▶ **EXERCISE GOAL**: Two lines in the data below mark the range: the one with "M143 2344C179 2324" and the one with "const primary = new". Return both, along with every line between them, exactly.

─── RECORDS TO USE ───

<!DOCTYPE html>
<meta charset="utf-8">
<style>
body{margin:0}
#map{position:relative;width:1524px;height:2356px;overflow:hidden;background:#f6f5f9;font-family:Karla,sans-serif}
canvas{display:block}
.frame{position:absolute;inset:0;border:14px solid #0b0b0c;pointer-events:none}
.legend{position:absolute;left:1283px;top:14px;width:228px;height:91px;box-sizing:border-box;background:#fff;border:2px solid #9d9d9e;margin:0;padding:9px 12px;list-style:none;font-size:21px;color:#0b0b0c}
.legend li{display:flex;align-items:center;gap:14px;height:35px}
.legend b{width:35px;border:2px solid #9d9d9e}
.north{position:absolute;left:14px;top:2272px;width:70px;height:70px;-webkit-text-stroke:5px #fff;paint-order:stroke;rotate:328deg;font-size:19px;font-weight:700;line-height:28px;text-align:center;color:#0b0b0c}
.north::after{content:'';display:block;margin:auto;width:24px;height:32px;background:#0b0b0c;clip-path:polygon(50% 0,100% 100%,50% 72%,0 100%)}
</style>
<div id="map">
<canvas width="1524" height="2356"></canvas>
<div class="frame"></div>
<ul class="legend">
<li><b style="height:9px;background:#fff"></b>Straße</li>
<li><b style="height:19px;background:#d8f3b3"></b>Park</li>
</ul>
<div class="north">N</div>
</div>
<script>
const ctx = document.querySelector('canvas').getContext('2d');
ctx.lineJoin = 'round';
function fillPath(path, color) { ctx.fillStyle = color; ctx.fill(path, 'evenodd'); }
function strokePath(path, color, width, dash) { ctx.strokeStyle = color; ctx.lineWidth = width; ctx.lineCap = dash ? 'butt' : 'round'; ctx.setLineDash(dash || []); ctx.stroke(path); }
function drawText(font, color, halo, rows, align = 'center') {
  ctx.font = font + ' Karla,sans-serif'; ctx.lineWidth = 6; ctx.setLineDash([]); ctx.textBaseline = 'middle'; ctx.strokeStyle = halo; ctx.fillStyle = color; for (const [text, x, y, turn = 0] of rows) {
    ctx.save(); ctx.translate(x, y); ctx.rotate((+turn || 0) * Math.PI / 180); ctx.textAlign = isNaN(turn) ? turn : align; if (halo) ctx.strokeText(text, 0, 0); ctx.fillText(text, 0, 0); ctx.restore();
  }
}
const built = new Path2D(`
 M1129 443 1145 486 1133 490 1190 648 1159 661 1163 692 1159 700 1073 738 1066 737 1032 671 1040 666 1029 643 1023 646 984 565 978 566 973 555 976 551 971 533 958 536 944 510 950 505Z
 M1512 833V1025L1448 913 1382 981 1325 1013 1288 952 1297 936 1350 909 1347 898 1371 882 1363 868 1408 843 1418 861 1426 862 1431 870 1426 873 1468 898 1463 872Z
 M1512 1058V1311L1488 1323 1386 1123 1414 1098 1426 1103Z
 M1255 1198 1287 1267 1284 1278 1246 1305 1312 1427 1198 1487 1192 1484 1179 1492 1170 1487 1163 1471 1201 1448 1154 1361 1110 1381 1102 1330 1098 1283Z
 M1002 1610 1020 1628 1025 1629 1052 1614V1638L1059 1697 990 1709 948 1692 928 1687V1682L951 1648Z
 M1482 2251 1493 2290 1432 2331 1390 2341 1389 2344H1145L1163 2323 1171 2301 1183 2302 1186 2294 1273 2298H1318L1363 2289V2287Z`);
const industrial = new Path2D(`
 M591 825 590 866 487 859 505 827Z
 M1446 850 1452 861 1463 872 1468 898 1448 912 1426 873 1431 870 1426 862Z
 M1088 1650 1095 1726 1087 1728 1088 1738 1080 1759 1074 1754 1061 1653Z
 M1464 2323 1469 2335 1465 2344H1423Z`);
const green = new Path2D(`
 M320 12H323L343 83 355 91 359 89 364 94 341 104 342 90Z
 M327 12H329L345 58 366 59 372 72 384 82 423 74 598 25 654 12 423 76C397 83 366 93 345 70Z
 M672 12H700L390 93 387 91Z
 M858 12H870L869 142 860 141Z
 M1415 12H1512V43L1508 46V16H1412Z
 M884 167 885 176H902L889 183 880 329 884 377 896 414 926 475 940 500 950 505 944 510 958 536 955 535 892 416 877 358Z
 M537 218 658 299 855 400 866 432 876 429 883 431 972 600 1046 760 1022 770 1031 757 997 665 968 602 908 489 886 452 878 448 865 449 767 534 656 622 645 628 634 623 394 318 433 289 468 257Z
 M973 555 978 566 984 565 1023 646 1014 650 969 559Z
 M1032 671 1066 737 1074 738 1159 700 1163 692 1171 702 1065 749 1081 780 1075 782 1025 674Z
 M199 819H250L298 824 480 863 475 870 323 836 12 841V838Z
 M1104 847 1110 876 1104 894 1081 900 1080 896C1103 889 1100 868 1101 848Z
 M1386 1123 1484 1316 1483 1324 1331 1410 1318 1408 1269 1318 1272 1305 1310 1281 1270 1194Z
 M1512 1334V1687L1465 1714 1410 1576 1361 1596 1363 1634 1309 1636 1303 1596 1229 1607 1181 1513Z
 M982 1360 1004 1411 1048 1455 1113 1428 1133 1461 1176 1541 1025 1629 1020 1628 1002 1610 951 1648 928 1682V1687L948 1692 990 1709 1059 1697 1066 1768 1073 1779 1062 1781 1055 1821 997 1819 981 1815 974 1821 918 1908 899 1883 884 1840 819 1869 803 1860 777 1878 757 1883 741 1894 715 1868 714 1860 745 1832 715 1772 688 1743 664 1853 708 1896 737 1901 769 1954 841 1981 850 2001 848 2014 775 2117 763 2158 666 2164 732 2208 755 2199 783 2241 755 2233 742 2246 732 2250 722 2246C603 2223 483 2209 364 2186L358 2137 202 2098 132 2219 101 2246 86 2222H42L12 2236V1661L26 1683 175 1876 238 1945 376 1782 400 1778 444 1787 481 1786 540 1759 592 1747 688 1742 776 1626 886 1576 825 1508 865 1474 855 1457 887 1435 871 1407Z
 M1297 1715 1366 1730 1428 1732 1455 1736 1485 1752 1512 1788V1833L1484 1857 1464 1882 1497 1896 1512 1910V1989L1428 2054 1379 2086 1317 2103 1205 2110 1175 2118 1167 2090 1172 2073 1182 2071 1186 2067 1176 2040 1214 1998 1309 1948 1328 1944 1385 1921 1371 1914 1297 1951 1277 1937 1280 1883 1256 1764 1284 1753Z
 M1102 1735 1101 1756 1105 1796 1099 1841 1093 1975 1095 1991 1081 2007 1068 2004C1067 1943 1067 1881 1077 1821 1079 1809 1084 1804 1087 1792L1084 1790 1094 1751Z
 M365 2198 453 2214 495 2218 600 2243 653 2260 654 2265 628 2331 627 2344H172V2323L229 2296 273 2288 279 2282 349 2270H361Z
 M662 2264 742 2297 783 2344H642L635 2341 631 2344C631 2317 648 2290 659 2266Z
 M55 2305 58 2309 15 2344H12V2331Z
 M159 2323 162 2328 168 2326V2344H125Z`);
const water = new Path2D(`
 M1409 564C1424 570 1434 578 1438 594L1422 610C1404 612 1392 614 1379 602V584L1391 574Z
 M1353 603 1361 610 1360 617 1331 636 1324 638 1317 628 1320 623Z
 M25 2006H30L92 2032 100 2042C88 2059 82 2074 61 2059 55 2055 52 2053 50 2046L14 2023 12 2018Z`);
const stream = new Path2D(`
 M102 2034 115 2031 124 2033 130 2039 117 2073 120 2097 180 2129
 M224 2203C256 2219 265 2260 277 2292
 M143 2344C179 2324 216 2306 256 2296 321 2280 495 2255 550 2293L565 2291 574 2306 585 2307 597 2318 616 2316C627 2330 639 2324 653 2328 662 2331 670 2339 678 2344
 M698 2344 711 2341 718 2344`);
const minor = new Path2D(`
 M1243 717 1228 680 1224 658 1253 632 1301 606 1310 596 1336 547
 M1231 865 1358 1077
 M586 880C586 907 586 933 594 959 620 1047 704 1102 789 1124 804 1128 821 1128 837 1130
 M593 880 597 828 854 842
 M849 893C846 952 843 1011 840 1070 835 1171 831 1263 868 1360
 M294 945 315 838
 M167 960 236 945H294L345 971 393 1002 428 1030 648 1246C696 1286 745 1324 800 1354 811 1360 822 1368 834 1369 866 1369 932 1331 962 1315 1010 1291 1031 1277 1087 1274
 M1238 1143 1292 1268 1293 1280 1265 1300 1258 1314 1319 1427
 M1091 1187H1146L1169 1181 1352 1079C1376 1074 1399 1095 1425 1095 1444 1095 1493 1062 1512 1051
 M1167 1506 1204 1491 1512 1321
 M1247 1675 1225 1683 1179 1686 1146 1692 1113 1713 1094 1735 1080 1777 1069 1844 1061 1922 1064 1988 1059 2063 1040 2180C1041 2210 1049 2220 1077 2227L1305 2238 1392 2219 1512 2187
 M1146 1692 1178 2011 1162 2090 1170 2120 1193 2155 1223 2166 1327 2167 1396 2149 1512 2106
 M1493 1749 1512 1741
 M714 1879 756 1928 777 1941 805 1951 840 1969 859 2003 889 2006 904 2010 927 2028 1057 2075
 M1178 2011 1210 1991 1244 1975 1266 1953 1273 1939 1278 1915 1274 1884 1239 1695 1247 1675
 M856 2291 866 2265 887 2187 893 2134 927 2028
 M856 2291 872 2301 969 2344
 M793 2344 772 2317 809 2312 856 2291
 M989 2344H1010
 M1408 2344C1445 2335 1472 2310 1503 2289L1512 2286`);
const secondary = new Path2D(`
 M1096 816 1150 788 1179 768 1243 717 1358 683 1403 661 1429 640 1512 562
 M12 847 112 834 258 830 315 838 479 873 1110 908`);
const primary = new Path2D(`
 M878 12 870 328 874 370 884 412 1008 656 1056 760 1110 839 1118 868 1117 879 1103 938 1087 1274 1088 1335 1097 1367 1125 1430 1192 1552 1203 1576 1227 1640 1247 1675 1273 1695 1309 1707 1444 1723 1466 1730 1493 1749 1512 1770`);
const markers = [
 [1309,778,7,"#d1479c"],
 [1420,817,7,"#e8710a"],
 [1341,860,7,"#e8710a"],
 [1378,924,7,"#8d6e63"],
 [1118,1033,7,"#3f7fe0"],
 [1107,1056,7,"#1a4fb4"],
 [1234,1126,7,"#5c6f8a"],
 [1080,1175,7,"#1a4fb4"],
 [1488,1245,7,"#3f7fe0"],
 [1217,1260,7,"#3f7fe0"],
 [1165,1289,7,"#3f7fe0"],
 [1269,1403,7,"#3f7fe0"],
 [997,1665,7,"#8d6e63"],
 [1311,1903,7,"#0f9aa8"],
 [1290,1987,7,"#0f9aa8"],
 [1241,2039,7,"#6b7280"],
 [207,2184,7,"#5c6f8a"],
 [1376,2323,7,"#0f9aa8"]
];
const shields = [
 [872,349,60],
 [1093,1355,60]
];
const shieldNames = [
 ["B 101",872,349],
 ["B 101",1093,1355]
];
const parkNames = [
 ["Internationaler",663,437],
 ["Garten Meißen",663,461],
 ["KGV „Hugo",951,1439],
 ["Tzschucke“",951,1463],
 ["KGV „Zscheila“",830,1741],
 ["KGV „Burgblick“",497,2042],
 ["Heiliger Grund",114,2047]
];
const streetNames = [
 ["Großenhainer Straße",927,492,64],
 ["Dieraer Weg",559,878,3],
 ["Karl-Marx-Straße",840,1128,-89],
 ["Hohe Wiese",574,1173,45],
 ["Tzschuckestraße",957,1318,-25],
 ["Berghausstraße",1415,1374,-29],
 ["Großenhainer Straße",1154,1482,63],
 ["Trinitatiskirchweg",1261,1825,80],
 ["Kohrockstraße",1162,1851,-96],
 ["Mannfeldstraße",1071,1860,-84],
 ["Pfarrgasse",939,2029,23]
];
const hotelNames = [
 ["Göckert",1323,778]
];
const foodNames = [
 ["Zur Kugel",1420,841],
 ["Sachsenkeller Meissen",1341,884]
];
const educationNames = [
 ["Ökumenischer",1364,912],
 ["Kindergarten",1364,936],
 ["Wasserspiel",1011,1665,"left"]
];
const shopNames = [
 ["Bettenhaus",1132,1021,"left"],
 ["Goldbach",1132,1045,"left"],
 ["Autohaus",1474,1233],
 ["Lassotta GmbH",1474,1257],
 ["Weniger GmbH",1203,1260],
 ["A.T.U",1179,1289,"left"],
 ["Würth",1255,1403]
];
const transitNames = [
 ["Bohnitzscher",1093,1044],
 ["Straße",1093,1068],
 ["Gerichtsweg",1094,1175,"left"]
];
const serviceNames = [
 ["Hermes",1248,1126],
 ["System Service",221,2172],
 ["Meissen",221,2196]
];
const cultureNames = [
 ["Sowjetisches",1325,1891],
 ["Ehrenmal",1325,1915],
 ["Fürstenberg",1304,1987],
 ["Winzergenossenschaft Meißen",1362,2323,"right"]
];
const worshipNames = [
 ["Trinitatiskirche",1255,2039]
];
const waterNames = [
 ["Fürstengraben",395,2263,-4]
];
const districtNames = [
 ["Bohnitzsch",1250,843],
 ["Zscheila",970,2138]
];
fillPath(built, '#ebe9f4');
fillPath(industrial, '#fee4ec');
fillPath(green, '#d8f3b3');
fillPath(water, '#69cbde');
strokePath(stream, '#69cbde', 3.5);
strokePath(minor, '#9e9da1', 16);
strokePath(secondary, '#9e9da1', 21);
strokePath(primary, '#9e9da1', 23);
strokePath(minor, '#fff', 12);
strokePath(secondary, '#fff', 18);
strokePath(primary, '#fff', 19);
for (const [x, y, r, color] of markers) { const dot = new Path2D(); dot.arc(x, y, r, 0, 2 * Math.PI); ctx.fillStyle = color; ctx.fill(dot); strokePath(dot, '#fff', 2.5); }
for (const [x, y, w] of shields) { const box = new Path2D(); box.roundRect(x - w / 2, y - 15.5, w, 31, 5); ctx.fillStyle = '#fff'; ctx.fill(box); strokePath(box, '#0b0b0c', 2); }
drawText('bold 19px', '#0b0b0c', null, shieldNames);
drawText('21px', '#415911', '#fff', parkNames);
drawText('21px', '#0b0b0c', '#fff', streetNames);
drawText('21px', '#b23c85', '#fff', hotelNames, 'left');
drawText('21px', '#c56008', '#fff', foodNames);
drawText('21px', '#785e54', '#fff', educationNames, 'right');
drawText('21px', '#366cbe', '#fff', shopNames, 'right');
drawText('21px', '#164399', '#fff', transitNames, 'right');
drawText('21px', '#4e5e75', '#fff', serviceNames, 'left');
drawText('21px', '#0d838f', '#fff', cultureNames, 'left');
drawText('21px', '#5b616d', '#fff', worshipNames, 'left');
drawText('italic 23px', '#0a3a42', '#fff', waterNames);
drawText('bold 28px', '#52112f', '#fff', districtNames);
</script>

───

▶ **ANSWER TO THIS EXERCISE**:
 M143 2344C179 2324 216 2306 256 2296 321 2280 495 2255 550 2293L565 2291 574 2306 585 2307 597 2318 616 2316C627 2330 639 2324 653 2328 662 2331 670 2339 678 2344
 M698 2344 711 2341 718 2344`);
const minor = new Path2D(`
 M1243 717 1228 680 1224 658 1253 632 1301 606 1310 596 1336 547
 M1231 865 1358 1077
 M586 880C586 907 586 933 594 959 620 1047 704 1102 789 1124 804 1128 821 1128 837 1130
 M593 880 597 828 854 842
 M849 893C846 952 843 1011 840 1070 835 1171 831 1263 868 1360
 M294 945 315 838
 M167 960 236 945H294L345 971 393 1002 428 1030 648 1246C696 1286 745 1324 800 1354 811 1360 822 1368 834 1369 866 1369 932 1331 962 1315 1010 1291 1031 1277 1087 1274
 M1238 1143 1292 1268 1293 1280 1265 1300 1258 1314 1319 1427
 M1091 1187H1146L1169 1181 1352 1079C1376 1074 1399 1095 1425 1095 1444 1095 1493 1062 1512 1051
 M1167 1506 1204 1491 1512 1321
 M1247 1675 1225 1683 1179 1686 1146 1692 1113 1713 1094 1735 1080 1777 1069 1844 1061 1922 1064 1988 1059 2063 1040 2180C1041 2210 1049 2220 1077 2227L1305 2238 1392 2219 1512 2187
 M1146 1692 1178 2011 1162 2090 1170 2120 1193 2155 1223 2166 1327 2167 1396 2149 1512 2106
 M1493 1749 1512 1741
 M714 1879 756 1928 777 1941 805 1951 840 1969 859 2003 889 2006 904 2010 927 2028 1057 2075
 M1178 2011 1210 1991 1244 1975 1266 1953 1273 1939 1278 1915 1274 1884 1239 1695 1247 1675
 M856 2291 866 2265 887 2187 893 2134 927 2028
 M856 2291 872 2301 969 2344
 M793 2344 772 2317 809 2312 856 2291
 M989 2344H1010
 M1408 2344C1445 2335 1472 2310 1503 2289L1512 2286`);
const secondary = new Path2D(`
 M1096 816 1150 788 1179 768 1243 717 1358 683 1403 661 1429 640 1512 562
 M12 847 112 834 258 830 315 838 479 873 1110 908`);
const primary = new Path2D(`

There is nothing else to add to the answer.